> _WORK REQUEST_
Using the material that follows, output exactly the lines from the one containing "ctx.lineCap = dash ? 'butt' : 'round';" through the one containing "ctx.setLineDash([]);", with both ends kept.

= Beginning of Section =

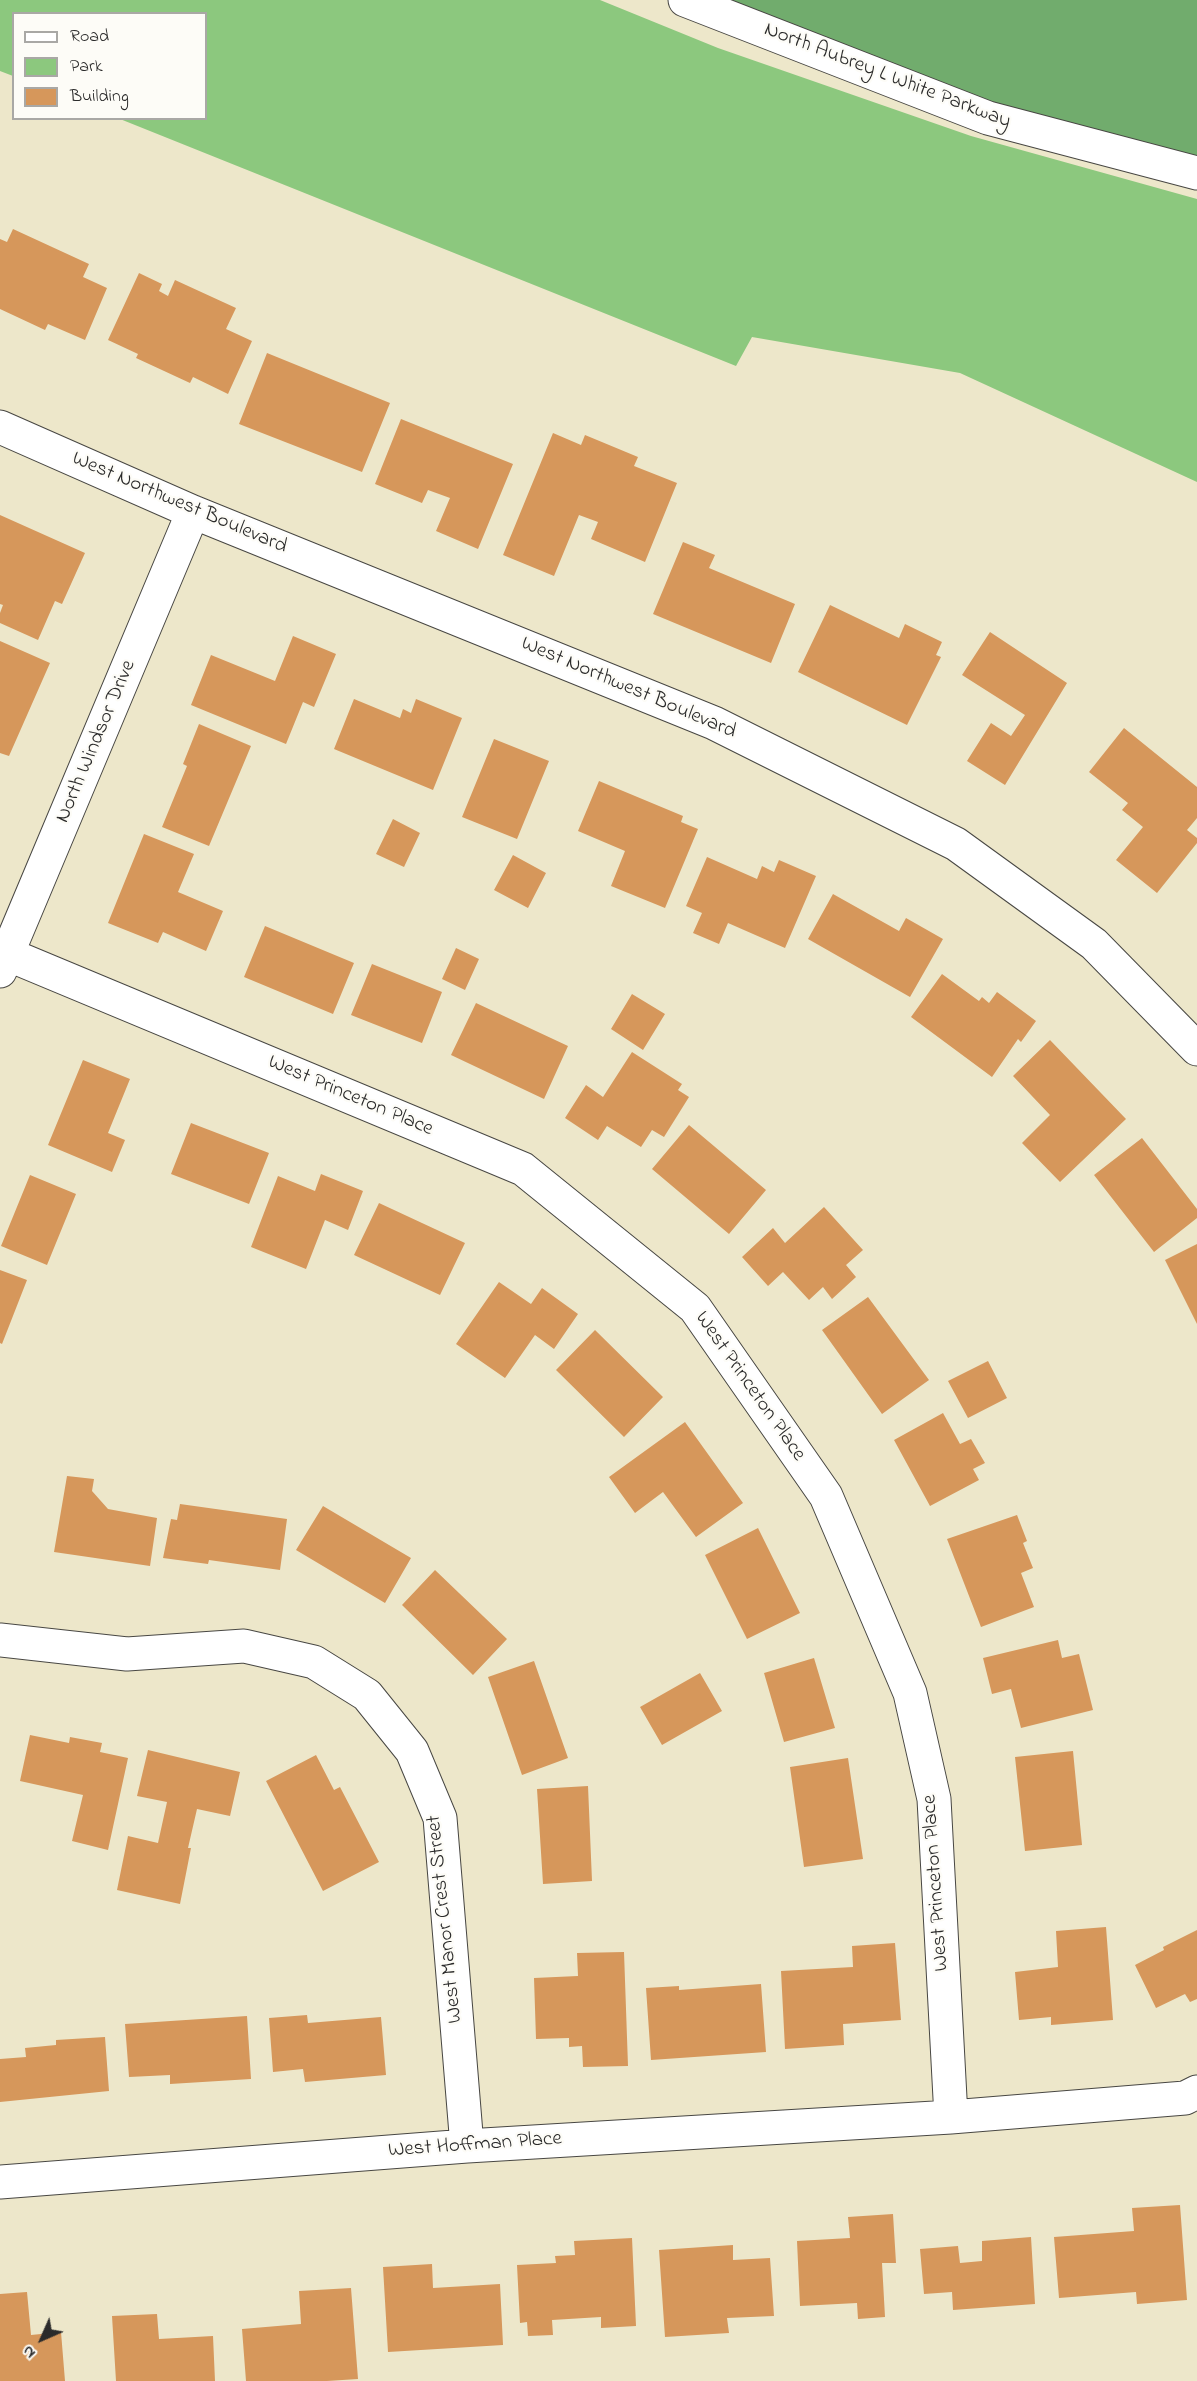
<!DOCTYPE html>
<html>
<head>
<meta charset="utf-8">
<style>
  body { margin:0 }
  #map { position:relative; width:1197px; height:2381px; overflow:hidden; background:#ede7ca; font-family:"Indie Flower",sans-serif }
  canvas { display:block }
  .legend { position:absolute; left:12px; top:12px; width:195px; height:108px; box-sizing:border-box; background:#fdfcf7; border:2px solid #a9a8a5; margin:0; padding:8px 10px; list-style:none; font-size:18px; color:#2b2b2b }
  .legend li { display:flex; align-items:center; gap:12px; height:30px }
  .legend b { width:30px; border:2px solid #a9a8a5 }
  .north { position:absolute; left:12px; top:2309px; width:60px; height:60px; -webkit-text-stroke:4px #fdfcf7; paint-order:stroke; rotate:225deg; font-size:16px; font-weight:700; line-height:24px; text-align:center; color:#2b2b2b }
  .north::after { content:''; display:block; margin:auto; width:21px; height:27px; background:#2b2b2b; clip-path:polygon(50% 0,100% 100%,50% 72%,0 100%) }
</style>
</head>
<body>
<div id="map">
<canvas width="1197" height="2381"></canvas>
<ul class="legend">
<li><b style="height:8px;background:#fff"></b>Road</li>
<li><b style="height:16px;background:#8cc87e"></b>Park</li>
<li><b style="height:16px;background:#d6975b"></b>Building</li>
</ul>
<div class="north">N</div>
</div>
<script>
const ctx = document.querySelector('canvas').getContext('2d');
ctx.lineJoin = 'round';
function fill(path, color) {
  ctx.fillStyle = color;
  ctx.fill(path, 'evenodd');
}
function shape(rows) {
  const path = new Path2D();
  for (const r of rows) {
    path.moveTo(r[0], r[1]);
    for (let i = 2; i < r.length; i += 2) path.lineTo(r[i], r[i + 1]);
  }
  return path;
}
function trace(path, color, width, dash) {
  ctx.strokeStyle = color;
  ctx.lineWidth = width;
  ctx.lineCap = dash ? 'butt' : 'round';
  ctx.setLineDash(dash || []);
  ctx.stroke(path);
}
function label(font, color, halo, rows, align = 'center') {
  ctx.font = font + ' "Indie Flower",sans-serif';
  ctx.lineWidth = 4.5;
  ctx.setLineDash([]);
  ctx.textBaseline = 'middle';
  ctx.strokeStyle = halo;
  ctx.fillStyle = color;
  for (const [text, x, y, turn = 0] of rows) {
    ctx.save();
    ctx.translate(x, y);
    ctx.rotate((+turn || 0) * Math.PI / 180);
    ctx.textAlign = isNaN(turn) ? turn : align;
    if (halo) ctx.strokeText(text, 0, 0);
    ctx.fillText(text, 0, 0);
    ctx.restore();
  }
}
fill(shape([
  [0,0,600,0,718,48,971,136,1197,199,1197,482,960,373,752,337,736,366,120,119,206,118,206,14,14,14,13,76,0,71]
]), '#8cc87e');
fill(shape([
  [702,0,1197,0,1197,163,964,98]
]), '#71ac6d');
fill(shape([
  [13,229,89,264,83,277,107,288,85,340,48,324,45,330,0,309,0,239,7,242],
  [139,273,162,284,159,291,168,296,175,280,236,308,226,329,252,341,228,394,193,377,190,383,136,358,138,354,108,340],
  [267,353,390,403,362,472,239,424],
  [401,419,513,464,478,549,436,531,450,498,428,490,422,503,375,484],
  [553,433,581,445,585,435,638,457,634,466,677,483,645,562,591,539,598,522,579,515,554,576,503,555],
  [0,515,85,553,62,604,55,601,38,640,0,623,0,613,3,605,0,604],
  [683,542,715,555,709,568,795,604,771,663,653,614],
  [830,605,899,638,905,624,942,642,936,655,941,657,907,725,798,672],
  [990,632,1067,683,1005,785,967,761,991,723,1011,736,1025,715,962,675],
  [293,636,336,654,314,707,303,702,286,744,191,705,211,655,275,681],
  [0,641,50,663,9,756,0,753],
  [354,699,400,718,403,709,411,713,416,699,462,718,433,790,334,749],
  [199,724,251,746,209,846,162,827,187,766,183,764],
  [1124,728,1197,787,1197,818,1187,830,1197,838,1197,843,1157,893,1116,860,1143,827,1122,810,1128,803,1089,772],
  [494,739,549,761,517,839,462,817],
  [599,781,683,816,681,822,698,829,665,908,611,886,625,851,578,831],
  [393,819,420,833,404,867,376,854],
  [144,834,194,854,178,892,223,911,206,951,163,932,158,943,108,923],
  [513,855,546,873,528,908,494,890],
  [707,857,757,879,762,866,774,872,779,860,816,876,785,948,728,923,719,944,693,933,702,913,686,906],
  [833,894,899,931,906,918,943,939,910,997,808,939],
  [265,926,354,963,333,1014,244,977],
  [456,948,479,959,465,990,442,979],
  [372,964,442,992,422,1043,351,1015],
  [942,974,979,1001,982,997,989,1003,997,992,1036,1021,1021,1042,1018,1039,992,1077,911,1017],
  [632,994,665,1014,643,1050,611,1029],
  [476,1003,568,1046,544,1099,451,1055],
  [1050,1040,1126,1119,1060,1182,1022,1143,1050,1115,1013,1076],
  [632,1052,682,1084,678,1090,689,1097,664,1137,652,1130,641,1147,607,1126,598,1140,565,1118,586,1085,603,1097],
  [83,1060,130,1079,108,1133,125,1140,112,1172,48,1145],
  [191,1123,269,1153,249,1204,171,1174],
  [689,1125,766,1190,729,1234,652,1169],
  [1142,1138,1197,1209,1197,1218,1154,1252,1094,1175],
  [321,1174,363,1191,348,1230,325,1220,306,1269,251,1247,278,1176,315,1191],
  [30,1175,76,1194,47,1265,1,1246],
  [379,1203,465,1243,440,1295,354,1255],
  [824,1207,863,1250,846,1265,856,1277,832,1299,823,1287,809,1300,783,1272,768,1286,742,1257,773,1228,785,1243],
  [1197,1244,1197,1324,1165,1260],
  [0,1270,27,1280,2,1344,0,1343],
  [499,1282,531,1304,542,1288,578,1314,554,1349,535,1335,505,1378,456,1344],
  [868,1297,929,1380,882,1414,822,1330],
  [595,1330,663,1397,624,1437,556,1370],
  [988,1361,1007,1398,968,1418,948,1381],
  [943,1413,960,1444,971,1439,985,1463,973,1469,979,1480,930,1506,894,1440],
  [685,1422,743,1503,696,1537,663,1492,635,1513,609,1477],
  [67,1476,94,1479,92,1491,108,1509,157,1518,150,1566,54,1552],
  [180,1504,287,1519,280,1570,209,1560,208,1564,163,1558,171,1519,177,1520],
  [323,1506,411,1558,385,1603,296,1550],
  [1017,1515,1027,1541,1023,1543,1033,1568,1021,1573,1034,1607,981,1627,947,1539],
  [758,1528,800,1613,747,1639,705,1555],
  [435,1570,507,1639,473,1675,402,1605],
  [1058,1640,1062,1658,1079,1654,1093,1710,1021,1728,1011,1689,992,1694,983,1658],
  [814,1658,835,1728,784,1742,764,1673],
  [534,1661,568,1758,522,1775,488,1677],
  [700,1673,722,1711,662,1745,640,1707],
  [30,1735,69,1743,70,1737,102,1743,100,1752,128,1758,108,1850,72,1841,83,1795,20,1781],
  [148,1750,240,1772,230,1816,197,1809,188,1848,191,1848,180,1904,117,1890,128,1836,158,1843,167,1802,137,1796],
  [1073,1751,1082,1845,1025,1851,1015,1757],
  [316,1755,334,1790,340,1787,379,1862,323,1891,266,1781],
  [848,1758,863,1859,804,1867,790,1767],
  [588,1786,592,1881,543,1884,537,1789],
  [1106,1927,1113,2020,1051,2025,1051,2017,1019,2020,1015,1972,1058,1967,1056,1931],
  [1197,1930,1197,1999,1190,2002,1185,1994,1156,2008,1135,1965,1164,1950,1163,1947],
  [895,1943,901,2020,843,2024,844,2045,785,2049,781,1971,853,1967,852,1946],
  [624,1952,628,2066,583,2067,582,2046,569,2047,569,2038,536,2039,534,1978,578,1976,577,1953],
  [761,1984,766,2052,651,2060,646,1988,679,1986,679,1990],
  [307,2015,308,2023,381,2017,386,2075,305,2082,303,2069,273,2072,269,2018],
  [247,2016,251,2079,170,2084,170,2075,129,2077,125,2024],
  [105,2037,109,2091,0,2102,0,2059,26,2057,25,2048,56,2045,56,2040],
  [1180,2205,1187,2300,1137,2304,1136,2292,1059,2298,1054,2237,1134,2231,1132,2208],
  [893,2214,896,2263,882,2263,885,2317,858,2319,857,2303,800,2306,797,2241,850,2238,848,2217],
  [1031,2237,1035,2304,953,2310,952,2292,924,2294,920,2249,958,2246,960,2263,982,2261,982,2241],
  [632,2238,636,2326,601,2328,601,2317,552,2320,553,2335,528,2336,527,2322,520,2323,517,2265,556,2263,555,2256,575,2255,574,2241],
  [733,2245,733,2260,770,2258,774,2316,727,2318,729,2333,665,2337,659,2250],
  [432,2264,433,2288,500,2284,503,2345,388,2352,383,2267],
  [351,2288,358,2379,327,2381,246,2381,242,2329,301,2324,299,2291],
  [27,2292,31,2335,61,2332,65,2381,0,2381,0,2294],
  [157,2314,159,2339,213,2336,215,2381,116,2381,112,2316]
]), '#d6975b');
const minor = shape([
  [685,0,988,118,1197,173],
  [0,427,193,512,714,723,956,844,1094,944,1197,1049],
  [0,951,523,1169,695,1308,826,1496,910,1693,934,1799,951,2117],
  [0,971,193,512],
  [0,1640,127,1654,244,1646,314,1662,367,1695,412,1751,440,1818,467,2146],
  [0,2182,467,2146,951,2117,1185,2098,1197,2092]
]);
trace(minor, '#484743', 35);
trace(minor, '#fff', 33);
label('21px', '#2b2b2b', '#fdfcf7', [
  ["North Aubrey L White Parkway",887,77,21],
  ["West Northwest Boulevard",179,504,23],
  ["West Northwest Boulevard",628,689,23],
  ["North Windsor Drive",97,742,-67],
  ["West Princeton Place",350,1097,23],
  ["West Princeton Place",749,1387,55],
  ["West Princeton Place",937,1883,-94],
  ["West Manor Crest Street",446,1919,-96],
  ["West Hoffman Place",475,2146,-4]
]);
</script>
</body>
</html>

= End of Section =

> _SOLUTION FOR THIS TASK_
  ctx.lineCap = dash ? 'butt' : 'round';
  ctx.setLineDash(dash || []);
  ctx.stroke(path);
}
function label(font, color, halo, rows, align = 'center') {
  ctx.font = font + ' "Indie Flower",sans-serif';
  ctx.lineWidth = 4.5;
  ctx.setLineDash([]);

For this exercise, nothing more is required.